● DIRECTIONS FOR THIS TASK
Figure out how many lines in the records below hold the string "stream". That number alone is the answer.

● ENTRIES PROVIDED
::::::

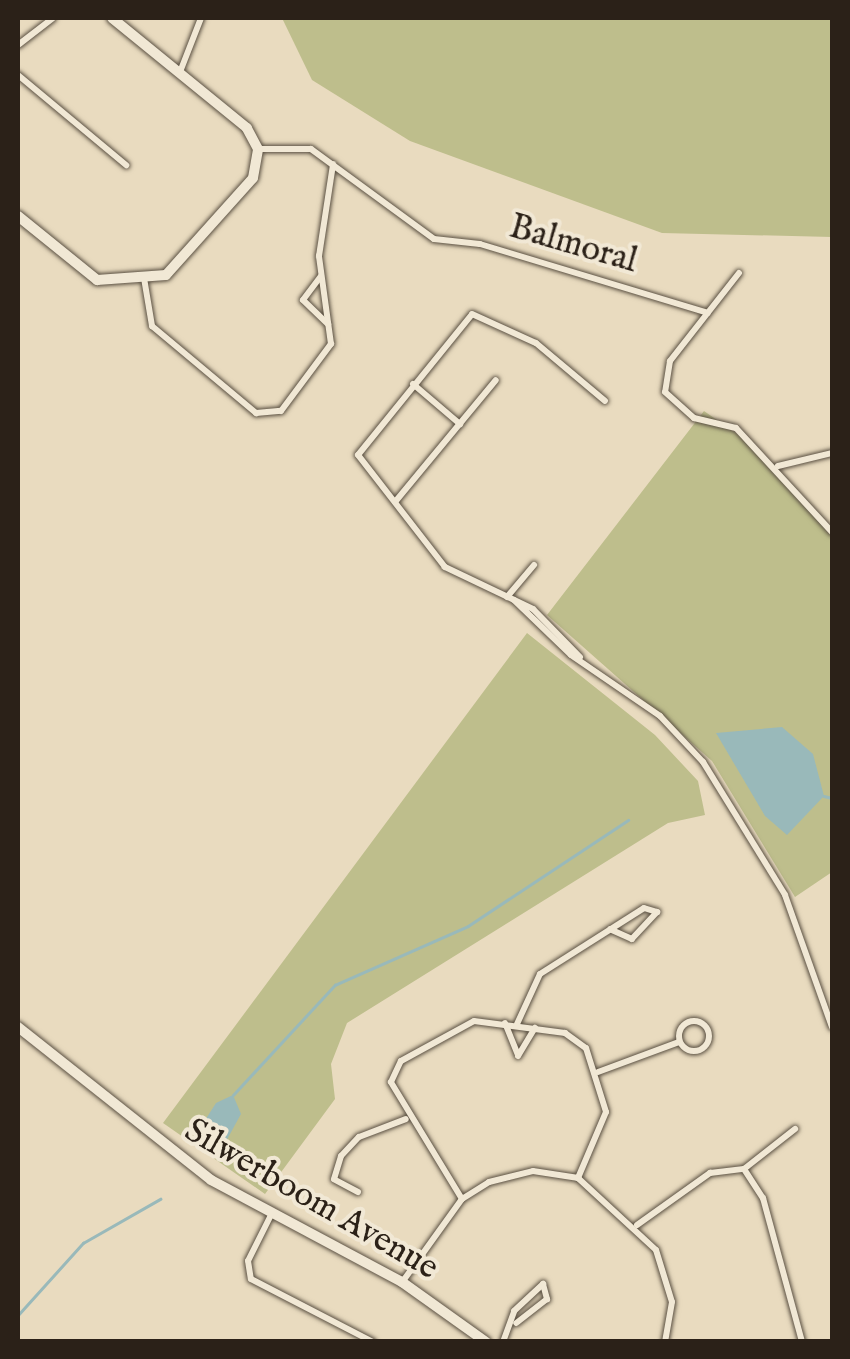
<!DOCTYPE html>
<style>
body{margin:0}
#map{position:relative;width:850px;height:1359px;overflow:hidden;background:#e9dbbf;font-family:"IM FELL English",serif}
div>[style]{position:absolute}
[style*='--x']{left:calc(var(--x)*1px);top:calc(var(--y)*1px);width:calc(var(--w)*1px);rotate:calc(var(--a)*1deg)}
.green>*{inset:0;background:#bebe8c}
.water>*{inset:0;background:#99b9ba}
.stream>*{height:2.5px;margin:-1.25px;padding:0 1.25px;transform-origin:1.25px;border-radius:1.25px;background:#99b9ba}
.roads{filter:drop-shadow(0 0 2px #5a5042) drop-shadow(0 0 2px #5a5042)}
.street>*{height:6px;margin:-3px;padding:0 3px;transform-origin:3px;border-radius:3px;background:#f1e8d5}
.street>.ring{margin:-3px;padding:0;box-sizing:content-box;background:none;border:6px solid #f1e8d5;border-radius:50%}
.secondary>*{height:10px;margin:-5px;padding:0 5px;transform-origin:5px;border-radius:5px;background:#f1e8d5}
span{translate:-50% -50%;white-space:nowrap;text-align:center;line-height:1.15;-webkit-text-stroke:8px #f1e8d5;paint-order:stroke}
.street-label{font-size:35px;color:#2b2118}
.frame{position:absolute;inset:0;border:20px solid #2b2118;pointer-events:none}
</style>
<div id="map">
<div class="green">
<i style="clip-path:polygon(282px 18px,832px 18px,832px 237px,662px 233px,410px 141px,312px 80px)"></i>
<i style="clip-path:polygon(704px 411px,753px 445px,832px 537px,832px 872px,795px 897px,712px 761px,547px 615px)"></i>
<i style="clip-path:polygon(527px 633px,655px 735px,698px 781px,705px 815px,668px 823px,347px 1023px,331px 1064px,335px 1099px,265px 1194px,163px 1123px)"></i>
</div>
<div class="water">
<i style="clip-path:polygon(782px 727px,813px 754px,824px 796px,787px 835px,765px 816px,716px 733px)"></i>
<i style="clip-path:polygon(233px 1095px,241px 1114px,219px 1154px,195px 1136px,216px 1103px)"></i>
</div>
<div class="stream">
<i style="--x:824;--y:796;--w:8;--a:14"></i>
<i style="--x:233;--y:1095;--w:150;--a:-47.2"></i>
<i style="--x:335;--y:985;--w:145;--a:-23.9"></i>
<i style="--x:468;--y:926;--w:192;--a:-33.5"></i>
<i style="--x:18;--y:1315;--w:97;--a:-47.9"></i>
<i style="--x:83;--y:1243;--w:89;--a:-29.7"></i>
</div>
<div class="roads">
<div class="street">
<i style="--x:18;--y:45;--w:44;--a:-37.6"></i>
<i style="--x:180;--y:72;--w:58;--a:-68.7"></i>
<i style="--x:18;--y:75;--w:141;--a:39.8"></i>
<i style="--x:258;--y:149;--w:53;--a:0"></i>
<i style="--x:311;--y:149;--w:152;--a:36.2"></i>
<i style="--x:434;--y:239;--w:46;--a:6.2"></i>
<i style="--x:480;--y:244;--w:238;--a:16.8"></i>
<i style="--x:739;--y:273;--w:112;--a:128.1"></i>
<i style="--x:670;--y:361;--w:31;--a:99"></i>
<i style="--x:665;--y:392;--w:39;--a:42"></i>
<i style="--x:694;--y:418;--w:43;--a:13.4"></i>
<i style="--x:736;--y:428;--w:142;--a:47.3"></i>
<i style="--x:321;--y:276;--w:30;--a:127"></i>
<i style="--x:303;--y:300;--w:35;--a:44"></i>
<i style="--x:144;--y:278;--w:49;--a:80.5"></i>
<i style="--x:152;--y:326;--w:136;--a:39.9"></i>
<i style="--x:256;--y:413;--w:25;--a:-5"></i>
<i style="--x:281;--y:411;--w:84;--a:-53.3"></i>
<i style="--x:331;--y:344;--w:89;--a:-97.8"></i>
<i style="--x:319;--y:256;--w:93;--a:-81.3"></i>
<i style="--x:413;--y:384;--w:62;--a:40.4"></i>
<i style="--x:778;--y:466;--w:56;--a:-13.5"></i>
<i style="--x:395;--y:502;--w:158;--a:-50.4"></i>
<i style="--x:507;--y:597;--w:42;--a:-49.8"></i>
<i style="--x:514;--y:600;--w:79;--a:44"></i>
<i style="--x:571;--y:655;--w:108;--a:34.4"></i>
<i style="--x:660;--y:716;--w:63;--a:46.9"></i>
<i style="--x:703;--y:762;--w:156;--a:58.3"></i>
<i style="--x:785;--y:895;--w:140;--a:70.4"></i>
<i style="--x:580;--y:657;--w:67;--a:-134.4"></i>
<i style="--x:533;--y:609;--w:98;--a:-154.5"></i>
<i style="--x:445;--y:567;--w:142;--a:-127.8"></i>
<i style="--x:358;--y:455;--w:181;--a:-51"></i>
<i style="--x:472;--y:314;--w:70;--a:24.4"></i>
<i style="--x:536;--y:343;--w:90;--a:40"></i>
<i class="ring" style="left:679px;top:1021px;width:24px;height:24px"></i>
<i style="--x:505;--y:1023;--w:35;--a:68"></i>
<i style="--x:518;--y:1056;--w:33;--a:-59"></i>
<i style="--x:517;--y:1024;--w:55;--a:-65.3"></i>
<i style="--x:540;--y:974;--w:123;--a:-32.4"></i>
<i style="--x:644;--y:908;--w:14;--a:17"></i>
<i style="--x:657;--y:912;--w:37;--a:133"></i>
<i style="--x:632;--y:939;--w:24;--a:-156"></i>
<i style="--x:598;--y:1072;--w:86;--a:-20.3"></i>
<i style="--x:744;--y:1169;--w:65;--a:-38.1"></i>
<i style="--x:358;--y:1192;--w:27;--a:-152"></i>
<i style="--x:334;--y:1179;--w:24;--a:-73"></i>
<i style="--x:341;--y:1156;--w:26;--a:-47"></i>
<i style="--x:359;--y:1137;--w:50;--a:-21"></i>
<i style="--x:462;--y:1199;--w:137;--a:-121.3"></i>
<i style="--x:391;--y:1082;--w:23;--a:-65"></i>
<i style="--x:401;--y:1061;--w:83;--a:-28.7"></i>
<i style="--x:474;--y:1021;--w:92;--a:7.5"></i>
<i style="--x:565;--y:1033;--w:26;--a:36"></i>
<i style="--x:586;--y:1048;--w:67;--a:72.6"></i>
<i style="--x:606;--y:1112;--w:72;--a:113"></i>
<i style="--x:271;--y:1215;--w:51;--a:116.6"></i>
<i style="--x:248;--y:1261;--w:18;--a:81"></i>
<i style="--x:251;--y:1279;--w:137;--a:27.3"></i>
<i style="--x:637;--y:1225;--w:90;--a:-35.5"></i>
<i style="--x:710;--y:1173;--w:34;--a:-7"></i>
<i style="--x:744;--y:1169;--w:35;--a:57"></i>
<i style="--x:763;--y:1198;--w:149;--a:74.8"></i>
<i style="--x:403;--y:1281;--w:101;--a:-54.3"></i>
<i style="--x:462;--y:1199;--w:32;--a:-32"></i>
<i style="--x:489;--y:1182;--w:45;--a:-14"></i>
<i style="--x:533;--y:1171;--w:46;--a:8.8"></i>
<i style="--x:578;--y:1178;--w:106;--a:42.7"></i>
<i style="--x:656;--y:1250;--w:54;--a:72.9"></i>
<i style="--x:672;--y:1302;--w:41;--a:99.9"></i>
<i style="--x:503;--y:1342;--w:33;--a:-70"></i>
<i style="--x:514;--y:1311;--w:40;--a:-43"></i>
<i style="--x:543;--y:1284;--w:16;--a:75"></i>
<i style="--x:547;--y:1299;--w:39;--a:142"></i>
</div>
<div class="secondary">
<i style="--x:18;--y:216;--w:102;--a:39"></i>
<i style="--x:97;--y:280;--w:69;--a:-4.1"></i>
<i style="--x:166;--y:275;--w:130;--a:-48.1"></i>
<i style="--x:253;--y:178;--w:29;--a:-80"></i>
<i style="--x:258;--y:149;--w:24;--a:-118"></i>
<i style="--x:247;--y:128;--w:174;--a:-140.8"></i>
<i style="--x:18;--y:1027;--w:246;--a:38.4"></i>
<i style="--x:211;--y:1180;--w:217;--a:28.1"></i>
<i style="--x:402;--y:1282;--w:103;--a:35.5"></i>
</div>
</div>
<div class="street-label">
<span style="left:573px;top:245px;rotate:16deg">Balmoral</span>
<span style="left:311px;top:1200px;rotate:30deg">Silwerboom Avenue</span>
</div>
<div class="frame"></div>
</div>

::::::

● RESPONSE
2